EXERCISE. From the entries that follow, pick out all lines holding "halo".

********************

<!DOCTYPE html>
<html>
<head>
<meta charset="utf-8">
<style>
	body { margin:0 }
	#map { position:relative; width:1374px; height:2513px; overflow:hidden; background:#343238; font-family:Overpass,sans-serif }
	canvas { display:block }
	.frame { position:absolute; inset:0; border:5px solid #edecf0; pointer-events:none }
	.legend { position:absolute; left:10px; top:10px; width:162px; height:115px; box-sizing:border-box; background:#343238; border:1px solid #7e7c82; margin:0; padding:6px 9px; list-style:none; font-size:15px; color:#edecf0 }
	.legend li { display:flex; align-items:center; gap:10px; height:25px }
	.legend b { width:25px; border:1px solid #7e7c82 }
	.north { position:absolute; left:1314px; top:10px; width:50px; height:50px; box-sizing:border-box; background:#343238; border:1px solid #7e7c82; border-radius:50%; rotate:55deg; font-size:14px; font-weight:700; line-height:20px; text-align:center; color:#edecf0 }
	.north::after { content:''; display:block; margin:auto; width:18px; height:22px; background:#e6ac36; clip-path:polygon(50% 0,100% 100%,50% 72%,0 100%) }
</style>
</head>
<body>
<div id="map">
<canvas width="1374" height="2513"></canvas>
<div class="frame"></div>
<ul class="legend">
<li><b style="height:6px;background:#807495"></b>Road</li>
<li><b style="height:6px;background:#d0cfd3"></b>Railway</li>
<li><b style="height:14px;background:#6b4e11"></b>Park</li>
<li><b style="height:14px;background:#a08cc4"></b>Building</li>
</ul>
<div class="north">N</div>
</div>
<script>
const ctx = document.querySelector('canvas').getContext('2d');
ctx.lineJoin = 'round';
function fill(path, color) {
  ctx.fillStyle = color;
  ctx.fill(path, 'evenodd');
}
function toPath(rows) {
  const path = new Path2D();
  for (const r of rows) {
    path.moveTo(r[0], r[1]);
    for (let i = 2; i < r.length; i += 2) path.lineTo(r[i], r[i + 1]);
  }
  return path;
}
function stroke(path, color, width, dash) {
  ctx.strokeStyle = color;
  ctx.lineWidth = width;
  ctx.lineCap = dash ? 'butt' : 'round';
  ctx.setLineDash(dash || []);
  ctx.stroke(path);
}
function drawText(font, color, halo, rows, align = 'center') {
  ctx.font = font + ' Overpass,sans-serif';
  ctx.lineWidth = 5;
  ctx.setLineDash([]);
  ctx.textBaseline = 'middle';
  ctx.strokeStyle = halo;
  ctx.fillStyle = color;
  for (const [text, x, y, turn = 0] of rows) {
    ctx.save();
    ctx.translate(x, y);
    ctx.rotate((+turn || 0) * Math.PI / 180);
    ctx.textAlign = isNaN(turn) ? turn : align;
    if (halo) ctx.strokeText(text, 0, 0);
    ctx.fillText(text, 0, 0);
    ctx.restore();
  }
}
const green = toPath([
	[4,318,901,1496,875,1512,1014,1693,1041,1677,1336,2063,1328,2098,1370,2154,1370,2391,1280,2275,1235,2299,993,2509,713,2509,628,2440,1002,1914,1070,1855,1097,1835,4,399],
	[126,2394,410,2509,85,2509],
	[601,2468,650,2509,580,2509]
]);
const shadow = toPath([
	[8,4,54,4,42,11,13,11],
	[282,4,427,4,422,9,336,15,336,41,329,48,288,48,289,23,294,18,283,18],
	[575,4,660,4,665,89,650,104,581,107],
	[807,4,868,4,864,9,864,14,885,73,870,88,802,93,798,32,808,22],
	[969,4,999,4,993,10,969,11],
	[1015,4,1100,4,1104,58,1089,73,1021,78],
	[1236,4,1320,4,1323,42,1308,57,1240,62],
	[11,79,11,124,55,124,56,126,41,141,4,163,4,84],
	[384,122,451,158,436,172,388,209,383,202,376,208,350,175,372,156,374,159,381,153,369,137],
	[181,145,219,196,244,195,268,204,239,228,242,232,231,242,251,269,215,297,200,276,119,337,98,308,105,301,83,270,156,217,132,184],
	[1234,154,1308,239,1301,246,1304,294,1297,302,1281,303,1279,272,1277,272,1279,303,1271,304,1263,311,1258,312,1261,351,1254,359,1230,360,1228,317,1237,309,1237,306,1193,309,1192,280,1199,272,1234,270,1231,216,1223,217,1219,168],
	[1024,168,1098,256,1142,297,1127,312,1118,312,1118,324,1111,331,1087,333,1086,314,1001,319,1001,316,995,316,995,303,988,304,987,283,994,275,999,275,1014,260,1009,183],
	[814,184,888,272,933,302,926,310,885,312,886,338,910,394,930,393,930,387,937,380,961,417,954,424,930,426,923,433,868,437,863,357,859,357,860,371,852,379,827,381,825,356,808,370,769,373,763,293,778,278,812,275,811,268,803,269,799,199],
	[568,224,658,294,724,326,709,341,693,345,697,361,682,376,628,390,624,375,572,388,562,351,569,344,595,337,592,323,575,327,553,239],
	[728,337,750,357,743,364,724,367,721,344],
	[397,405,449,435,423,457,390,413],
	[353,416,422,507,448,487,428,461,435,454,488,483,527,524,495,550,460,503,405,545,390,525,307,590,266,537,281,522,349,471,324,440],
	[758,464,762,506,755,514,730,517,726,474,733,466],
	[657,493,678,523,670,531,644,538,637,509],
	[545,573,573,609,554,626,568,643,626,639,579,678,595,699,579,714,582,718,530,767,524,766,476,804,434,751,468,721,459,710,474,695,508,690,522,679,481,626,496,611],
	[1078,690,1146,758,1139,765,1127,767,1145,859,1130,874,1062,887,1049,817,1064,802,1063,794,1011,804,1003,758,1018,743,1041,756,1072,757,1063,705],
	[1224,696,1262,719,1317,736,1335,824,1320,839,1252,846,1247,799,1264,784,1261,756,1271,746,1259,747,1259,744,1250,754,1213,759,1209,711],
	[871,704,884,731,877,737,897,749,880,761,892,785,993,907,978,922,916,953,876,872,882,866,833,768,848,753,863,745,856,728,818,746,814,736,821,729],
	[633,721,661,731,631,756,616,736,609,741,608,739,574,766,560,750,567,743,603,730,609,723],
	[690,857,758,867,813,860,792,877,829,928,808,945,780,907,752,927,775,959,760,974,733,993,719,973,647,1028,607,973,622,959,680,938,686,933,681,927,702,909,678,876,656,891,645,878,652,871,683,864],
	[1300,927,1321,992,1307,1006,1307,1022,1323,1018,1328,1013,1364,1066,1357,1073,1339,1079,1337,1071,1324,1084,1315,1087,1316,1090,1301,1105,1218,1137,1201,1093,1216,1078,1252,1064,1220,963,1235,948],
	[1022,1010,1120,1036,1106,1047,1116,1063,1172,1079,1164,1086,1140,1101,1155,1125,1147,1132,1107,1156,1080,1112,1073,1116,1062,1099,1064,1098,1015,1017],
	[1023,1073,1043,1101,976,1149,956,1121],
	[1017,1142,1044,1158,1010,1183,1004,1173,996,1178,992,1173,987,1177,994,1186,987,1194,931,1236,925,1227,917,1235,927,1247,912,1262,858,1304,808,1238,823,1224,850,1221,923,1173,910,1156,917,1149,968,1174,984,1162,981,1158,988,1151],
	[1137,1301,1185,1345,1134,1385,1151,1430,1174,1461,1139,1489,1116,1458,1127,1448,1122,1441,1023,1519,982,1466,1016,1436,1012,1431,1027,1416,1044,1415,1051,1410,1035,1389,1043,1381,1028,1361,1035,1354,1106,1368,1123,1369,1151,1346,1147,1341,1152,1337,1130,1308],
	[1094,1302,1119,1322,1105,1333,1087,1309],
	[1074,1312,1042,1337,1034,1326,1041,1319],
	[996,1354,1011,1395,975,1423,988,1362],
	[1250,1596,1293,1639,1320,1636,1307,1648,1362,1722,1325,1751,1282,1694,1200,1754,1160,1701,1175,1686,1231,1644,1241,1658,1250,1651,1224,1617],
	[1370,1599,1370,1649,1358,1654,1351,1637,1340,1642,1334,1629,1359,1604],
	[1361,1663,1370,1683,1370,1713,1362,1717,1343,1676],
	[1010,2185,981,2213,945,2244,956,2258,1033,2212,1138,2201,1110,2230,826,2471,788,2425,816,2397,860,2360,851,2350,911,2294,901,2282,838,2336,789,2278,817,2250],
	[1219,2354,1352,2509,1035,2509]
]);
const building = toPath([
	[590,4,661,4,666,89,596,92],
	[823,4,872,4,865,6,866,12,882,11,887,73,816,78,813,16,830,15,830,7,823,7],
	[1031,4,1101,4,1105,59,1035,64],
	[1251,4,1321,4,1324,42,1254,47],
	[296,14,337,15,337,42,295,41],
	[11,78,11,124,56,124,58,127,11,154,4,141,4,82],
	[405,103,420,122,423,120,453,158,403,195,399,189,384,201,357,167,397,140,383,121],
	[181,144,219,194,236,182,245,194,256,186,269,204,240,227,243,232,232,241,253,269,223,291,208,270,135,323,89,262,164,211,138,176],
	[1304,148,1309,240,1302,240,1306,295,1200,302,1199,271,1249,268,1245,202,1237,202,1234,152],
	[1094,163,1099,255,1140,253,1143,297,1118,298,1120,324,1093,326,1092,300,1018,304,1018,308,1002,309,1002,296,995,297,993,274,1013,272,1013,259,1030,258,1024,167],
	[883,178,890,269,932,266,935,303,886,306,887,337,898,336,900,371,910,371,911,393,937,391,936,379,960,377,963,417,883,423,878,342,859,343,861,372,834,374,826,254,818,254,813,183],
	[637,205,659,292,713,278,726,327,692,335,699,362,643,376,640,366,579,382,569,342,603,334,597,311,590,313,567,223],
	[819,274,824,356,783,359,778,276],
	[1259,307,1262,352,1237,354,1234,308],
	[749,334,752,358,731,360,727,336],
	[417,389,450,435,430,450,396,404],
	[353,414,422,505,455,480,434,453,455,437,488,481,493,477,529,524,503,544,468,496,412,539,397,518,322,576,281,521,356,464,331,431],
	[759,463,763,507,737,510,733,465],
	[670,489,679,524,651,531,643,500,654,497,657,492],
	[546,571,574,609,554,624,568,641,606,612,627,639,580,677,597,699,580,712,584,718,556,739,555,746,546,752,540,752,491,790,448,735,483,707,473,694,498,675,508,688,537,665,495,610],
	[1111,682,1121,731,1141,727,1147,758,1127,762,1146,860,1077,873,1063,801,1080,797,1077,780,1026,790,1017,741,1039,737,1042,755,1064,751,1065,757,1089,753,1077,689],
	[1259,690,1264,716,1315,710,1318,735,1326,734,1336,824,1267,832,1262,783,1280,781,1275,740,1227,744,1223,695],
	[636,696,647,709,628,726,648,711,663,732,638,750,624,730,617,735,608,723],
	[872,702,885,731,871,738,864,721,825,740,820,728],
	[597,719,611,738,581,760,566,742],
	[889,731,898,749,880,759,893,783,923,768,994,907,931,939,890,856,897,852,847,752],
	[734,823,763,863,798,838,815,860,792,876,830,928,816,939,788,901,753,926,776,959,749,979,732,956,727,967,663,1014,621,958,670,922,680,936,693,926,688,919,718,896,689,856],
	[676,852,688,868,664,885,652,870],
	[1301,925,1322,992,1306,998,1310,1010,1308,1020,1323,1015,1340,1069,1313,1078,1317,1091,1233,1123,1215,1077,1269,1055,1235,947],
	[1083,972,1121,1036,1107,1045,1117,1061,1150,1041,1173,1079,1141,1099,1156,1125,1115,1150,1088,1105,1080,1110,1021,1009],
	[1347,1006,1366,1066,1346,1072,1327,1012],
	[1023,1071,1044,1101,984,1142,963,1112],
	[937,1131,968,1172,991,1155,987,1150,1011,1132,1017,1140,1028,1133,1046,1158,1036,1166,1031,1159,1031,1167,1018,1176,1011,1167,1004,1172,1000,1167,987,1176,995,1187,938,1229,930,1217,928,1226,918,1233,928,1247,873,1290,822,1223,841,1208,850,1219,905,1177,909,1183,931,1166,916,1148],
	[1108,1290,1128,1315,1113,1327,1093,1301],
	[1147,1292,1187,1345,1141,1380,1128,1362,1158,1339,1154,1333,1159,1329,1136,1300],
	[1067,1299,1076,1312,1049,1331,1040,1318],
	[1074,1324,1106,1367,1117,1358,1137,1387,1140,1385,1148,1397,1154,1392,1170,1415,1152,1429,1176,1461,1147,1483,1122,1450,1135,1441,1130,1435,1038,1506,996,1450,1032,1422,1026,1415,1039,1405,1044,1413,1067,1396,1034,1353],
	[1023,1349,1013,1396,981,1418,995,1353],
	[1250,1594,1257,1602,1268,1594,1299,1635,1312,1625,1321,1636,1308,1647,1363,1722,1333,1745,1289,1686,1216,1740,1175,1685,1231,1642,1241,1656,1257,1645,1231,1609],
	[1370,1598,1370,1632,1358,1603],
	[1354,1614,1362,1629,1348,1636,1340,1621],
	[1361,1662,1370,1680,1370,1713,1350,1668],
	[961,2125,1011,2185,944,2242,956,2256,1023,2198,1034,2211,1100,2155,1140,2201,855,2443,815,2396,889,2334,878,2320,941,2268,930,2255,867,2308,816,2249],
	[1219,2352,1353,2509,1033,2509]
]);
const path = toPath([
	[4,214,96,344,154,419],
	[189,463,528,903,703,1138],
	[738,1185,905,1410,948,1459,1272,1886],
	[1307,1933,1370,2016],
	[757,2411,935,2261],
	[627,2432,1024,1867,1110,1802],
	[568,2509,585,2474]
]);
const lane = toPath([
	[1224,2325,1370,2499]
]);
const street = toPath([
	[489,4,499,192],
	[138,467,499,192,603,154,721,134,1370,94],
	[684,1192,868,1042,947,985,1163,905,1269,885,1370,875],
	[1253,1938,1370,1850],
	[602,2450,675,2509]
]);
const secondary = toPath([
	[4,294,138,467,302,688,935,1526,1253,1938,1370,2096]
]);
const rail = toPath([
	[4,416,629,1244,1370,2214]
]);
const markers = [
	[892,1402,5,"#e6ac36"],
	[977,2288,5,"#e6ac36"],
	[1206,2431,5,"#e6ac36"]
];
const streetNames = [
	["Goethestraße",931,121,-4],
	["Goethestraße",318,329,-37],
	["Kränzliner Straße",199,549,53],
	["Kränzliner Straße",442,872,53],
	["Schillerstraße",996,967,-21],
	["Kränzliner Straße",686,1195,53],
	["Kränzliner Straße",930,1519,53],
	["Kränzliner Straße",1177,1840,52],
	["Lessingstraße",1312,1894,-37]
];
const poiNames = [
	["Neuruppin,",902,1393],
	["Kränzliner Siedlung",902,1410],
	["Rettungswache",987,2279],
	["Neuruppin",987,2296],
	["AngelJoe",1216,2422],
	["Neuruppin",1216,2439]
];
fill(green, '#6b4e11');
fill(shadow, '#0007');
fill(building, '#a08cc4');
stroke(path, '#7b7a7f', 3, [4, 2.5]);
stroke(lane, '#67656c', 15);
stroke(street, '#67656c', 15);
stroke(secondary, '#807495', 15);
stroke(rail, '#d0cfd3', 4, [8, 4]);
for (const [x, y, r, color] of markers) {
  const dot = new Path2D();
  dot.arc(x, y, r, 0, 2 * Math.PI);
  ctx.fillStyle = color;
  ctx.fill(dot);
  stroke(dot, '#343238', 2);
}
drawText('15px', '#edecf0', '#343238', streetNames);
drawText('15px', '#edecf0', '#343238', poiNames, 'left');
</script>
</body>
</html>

********************

WORKED SOLUTION.
function drawText(font, color, halo, rows, align = 'center') {
  ctx.strokeStyle = halo;
    if (halo) ctx.strokeText(text, 0, 0);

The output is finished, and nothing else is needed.